◆ **What you should do**: Among the entries, find the lines with the string "panel" and report them.
Provided records Block Start
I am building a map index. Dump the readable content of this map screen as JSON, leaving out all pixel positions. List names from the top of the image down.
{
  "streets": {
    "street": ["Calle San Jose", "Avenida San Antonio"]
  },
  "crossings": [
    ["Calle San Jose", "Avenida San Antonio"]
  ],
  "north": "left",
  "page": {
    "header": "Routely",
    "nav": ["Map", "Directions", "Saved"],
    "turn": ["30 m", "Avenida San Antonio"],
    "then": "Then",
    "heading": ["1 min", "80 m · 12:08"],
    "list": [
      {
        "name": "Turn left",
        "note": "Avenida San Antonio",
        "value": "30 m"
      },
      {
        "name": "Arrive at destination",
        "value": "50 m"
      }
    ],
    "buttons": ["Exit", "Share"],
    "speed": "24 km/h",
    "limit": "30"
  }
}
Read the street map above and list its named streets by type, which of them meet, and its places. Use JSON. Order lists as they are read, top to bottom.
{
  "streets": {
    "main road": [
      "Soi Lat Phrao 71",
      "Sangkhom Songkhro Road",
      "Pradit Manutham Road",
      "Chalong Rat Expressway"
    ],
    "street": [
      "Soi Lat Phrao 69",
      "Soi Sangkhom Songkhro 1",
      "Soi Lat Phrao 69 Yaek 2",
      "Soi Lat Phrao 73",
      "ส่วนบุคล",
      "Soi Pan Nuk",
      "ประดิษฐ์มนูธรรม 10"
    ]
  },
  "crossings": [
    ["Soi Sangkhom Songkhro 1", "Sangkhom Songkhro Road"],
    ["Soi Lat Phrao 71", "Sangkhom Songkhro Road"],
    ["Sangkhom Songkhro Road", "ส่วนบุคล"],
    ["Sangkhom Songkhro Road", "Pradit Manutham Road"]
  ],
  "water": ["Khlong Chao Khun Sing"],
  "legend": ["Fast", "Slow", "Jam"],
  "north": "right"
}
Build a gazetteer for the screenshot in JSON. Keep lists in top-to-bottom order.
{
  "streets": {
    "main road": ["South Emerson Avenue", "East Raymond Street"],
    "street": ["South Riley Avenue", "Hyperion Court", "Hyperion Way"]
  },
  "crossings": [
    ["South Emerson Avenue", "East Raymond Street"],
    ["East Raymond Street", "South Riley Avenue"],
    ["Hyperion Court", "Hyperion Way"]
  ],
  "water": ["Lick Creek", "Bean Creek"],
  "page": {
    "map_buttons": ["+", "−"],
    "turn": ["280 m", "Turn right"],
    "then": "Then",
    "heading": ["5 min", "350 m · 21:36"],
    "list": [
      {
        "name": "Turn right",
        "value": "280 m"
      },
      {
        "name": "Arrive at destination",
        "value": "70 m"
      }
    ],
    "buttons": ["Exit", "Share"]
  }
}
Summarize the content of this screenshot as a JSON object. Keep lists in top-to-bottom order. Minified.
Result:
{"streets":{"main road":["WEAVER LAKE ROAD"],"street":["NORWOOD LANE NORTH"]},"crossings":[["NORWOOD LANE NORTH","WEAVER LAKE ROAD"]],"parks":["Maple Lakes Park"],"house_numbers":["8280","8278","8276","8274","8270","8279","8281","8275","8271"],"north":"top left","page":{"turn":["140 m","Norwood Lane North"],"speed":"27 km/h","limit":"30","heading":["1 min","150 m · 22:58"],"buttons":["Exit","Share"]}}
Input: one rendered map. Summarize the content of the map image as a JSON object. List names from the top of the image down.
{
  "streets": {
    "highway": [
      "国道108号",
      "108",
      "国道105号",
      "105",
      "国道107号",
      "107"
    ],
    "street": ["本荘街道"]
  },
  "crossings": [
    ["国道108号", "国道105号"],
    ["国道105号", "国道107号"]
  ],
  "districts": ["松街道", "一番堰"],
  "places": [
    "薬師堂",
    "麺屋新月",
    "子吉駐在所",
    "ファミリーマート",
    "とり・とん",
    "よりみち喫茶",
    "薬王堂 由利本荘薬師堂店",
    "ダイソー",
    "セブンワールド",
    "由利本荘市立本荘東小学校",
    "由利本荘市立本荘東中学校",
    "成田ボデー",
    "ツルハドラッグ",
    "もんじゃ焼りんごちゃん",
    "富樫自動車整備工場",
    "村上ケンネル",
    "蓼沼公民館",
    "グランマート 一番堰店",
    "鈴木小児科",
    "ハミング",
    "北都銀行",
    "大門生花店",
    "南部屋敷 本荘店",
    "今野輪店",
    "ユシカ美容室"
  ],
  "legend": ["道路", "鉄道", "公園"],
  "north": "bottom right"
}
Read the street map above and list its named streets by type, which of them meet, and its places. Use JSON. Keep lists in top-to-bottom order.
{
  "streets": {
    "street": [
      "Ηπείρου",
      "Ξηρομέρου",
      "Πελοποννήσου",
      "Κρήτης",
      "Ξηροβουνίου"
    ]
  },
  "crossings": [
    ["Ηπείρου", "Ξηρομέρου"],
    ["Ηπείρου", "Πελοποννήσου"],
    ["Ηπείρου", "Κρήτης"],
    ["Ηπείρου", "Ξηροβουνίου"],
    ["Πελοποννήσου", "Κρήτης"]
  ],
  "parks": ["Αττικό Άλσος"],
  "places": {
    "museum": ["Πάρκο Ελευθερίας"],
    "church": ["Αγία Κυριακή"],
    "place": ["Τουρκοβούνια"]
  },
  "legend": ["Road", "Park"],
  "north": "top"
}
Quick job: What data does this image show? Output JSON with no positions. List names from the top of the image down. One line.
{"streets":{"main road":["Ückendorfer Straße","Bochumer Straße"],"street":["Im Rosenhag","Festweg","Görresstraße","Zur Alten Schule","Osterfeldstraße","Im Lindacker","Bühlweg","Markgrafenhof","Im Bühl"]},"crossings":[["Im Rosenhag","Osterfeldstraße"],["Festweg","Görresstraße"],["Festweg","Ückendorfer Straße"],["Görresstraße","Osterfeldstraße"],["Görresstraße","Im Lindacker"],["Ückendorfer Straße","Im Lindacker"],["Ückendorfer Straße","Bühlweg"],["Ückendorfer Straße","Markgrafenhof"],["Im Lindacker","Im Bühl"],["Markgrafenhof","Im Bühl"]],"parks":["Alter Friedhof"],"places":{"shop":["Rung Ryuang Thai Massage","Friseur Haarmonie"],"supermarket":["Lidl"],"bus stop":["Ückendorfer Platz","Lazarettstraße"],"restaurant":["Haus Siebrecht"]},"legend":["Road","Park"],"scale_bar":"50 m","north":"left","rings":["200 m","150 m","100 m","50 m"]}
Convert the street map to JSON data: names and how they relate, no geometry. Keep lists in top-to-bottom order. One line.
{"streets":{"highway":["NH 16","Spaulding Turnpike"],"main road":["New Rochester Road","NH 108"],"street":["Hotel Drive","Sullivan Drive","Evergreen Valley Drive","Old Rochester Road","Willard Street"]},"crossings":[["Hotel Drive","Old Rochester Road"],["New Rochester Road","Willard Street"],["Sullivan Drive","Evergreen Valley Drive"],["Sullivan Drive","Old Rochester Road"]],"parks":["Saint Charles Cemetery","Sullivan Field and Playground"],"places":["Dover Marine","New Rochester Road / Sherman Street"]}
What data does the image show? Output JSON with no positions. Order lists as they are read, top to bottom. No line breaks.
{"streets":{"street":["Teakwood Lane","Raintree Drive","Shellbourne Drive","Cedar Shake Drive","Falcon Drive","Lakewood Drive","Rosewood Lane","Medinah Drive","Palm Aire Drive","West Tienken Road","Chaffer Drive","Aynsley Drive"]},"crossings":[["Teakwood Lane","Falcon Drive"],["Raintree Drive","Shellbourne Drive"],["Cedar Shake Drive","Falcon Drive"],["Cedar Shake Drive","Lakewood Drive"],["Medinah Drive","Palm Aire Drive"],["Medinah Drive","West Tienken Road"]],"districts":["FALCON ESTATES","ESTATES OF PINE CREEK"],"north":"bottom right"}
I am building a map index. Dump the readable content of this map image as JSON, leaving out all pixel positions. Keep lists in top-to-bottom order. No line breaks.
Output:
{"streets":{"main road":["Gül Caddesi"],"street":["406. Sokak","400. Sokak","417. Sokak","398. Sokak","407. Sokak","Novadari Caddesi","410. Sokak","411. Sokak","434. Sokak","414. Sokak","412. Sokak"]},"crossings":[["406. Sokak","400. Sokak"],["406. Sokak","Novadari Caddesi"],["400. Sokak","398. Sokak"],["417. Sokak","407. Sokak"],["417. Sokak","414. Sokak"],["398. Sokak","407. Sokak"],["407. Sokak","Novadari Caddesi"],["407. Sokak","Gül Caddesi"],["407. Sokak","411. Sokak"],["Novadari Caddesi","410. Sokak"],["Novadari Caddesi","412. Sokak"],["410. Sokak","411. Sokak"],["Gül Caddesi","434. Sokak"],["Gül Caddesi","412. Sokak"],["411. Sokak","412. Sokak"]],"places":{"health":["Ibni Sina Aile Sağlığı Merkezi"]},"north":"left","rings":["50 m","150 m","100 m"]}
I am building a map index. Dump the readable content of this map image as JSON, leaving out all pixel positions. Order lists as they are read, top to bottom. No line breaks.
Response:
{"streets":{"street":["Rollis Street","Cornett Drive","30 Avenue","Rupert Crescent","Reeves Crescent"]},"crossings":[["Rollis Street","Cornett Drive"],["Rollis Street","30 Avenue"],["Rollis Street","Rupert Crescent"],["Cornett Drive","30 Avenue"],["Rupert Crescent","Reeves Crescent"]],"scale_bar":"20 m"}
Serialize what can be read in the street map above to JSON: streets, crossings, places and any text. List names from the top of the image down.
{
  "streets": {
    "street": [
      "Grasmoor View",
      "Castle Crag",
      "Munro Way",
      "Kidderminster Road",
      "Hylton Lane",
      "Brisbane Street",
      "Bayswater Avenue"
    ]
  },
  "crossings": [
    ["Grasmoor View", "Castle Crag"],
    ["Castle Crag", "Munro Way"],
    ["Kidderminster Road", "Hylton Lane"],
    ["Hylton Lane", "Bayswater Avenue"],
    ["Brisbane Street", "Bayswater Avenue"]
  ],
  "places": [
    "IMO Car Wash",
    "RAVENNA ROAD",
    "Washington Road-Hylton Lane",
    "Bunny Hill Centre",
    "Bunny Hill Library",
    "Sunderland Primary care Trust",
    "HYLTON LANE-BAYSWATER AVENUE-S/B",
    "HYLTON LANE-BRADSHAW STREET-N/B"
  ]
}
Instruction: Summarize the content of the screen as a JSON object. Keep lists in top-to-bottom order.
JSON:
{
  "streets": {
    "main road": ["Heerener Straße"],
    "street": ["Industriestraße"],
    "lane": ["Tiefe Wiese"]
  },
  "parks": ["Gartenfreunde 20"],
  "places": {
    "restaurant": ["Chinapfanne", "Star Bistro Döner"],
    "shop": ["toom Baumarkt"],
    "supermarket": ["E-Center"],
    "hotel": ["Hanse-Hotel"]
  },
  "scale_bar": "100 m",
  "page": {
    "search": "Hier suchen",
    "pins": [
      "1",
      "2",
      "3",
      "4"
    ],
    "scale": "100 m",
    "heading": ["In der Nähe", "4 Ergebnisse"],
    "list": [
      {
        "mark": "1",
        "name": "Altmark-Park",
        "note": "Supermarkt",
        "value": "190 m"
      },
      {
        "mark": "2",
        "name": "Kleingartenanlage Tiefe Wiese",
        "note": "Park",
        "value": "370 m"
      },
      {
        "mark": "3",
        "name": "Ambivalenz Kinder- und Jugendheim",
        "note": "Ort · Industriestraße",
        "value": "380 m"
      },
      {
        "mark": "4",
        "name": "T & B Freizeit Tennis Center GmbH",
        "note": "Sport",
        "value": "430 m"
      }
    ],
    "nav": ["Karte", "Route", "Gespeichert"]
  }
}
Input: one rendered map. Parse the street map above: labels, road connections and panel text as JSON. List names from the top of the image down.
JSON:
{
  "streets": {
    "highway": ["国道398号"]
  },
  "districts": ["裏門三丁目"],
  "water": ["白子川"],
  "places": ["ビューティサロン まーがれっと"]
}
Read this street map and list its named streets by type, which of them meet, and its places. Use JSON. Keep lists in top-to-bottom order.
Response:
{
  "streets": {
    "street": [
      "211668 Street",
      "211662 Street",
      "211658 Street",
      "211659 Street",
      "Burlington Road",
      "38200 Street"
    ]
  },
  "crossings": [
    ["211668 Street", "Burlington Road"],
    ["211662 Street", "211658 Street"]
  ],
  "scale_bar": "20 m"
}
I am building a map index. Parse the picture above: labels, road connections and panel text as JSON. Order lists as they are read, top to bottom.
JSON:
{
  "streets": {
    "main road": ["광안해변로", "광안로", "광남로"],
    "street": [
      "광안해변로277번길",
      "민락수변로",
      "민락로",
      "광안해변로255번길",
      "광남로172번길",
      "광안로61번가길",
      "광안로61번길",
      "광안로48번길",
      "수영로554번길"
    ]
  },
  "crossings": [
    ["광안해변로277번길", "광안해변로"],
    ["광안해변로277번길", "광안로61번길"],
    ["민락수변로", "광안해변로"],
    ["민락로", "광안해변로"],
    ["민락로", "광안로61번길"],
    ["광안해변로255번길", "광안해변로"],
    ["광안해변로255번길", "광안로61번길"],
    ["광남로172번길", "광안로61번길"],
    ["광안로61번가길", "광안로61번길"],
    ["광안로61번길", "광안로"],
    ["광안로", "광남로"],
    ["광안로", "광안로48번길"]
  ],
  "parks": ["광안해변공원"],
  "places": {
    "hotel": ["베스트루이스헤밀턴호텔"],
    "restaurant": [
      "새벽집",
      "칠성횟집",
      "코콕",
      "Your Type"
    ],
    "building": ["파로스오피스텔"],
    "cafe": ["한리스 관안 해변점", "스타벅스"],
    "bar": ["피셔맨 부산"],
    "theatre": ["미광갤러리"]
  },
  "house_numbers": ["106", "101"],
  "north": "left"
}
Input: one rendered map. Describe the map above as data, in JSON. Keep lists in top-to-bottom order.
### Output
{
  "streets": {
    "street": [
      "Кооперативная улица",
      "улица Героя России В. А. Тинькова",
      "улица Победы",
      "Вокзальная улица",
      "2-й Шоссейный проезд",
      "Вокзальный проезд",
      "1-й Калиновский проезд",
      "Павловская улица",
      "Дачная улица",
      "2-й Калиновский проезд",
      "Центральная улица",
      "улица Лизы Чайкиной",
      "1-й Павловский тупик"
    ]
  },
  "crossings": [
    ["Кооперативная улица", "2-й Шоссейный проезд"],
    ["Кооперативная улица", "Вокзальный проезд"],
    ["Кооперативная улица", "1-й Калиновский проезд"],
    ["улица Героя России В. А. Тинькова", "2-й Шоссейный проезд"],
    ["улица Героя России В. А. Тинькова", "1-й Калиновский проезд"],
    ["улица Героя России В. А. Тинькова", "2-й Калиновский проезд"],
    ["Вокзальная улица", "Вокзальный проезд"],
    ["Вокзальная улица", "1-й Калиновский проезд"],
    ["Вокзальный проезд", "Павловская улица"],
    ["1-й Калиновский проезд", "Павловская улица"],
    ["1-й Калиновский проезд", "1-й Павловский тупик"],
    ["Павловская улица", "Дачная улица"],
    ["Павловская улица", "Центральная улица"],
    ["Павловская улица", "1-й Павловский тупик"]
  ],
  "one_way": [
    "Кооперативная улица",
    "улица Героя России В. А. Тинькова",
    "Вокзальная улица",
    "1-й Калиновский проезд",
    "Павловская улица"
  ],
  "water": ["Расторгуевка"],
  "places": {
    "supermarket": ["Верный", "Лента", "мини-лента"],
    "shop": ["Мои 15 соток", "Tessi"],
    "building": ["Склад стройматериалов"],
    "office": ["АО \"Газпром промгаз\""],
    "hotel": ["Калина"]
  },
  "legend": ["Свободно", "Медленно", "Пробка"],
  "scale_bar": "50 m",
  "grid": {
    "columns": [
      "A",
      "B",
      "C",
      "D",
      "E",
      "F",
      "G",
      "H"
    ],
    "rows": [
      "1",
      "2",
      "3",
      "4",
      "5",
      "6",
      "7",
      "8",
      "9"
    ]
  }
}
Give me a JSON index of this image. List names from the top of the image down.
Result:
Provided records Block End
◆ **Output for this task**:
Input: one rendered map. Parse the street map above: labels, road connections and panel text as JSON. List names from the top of the image down.
I am building a map index. Parse the picture above: labels, road connections and panel text as JSON. Order lists as they are read, top to bottom.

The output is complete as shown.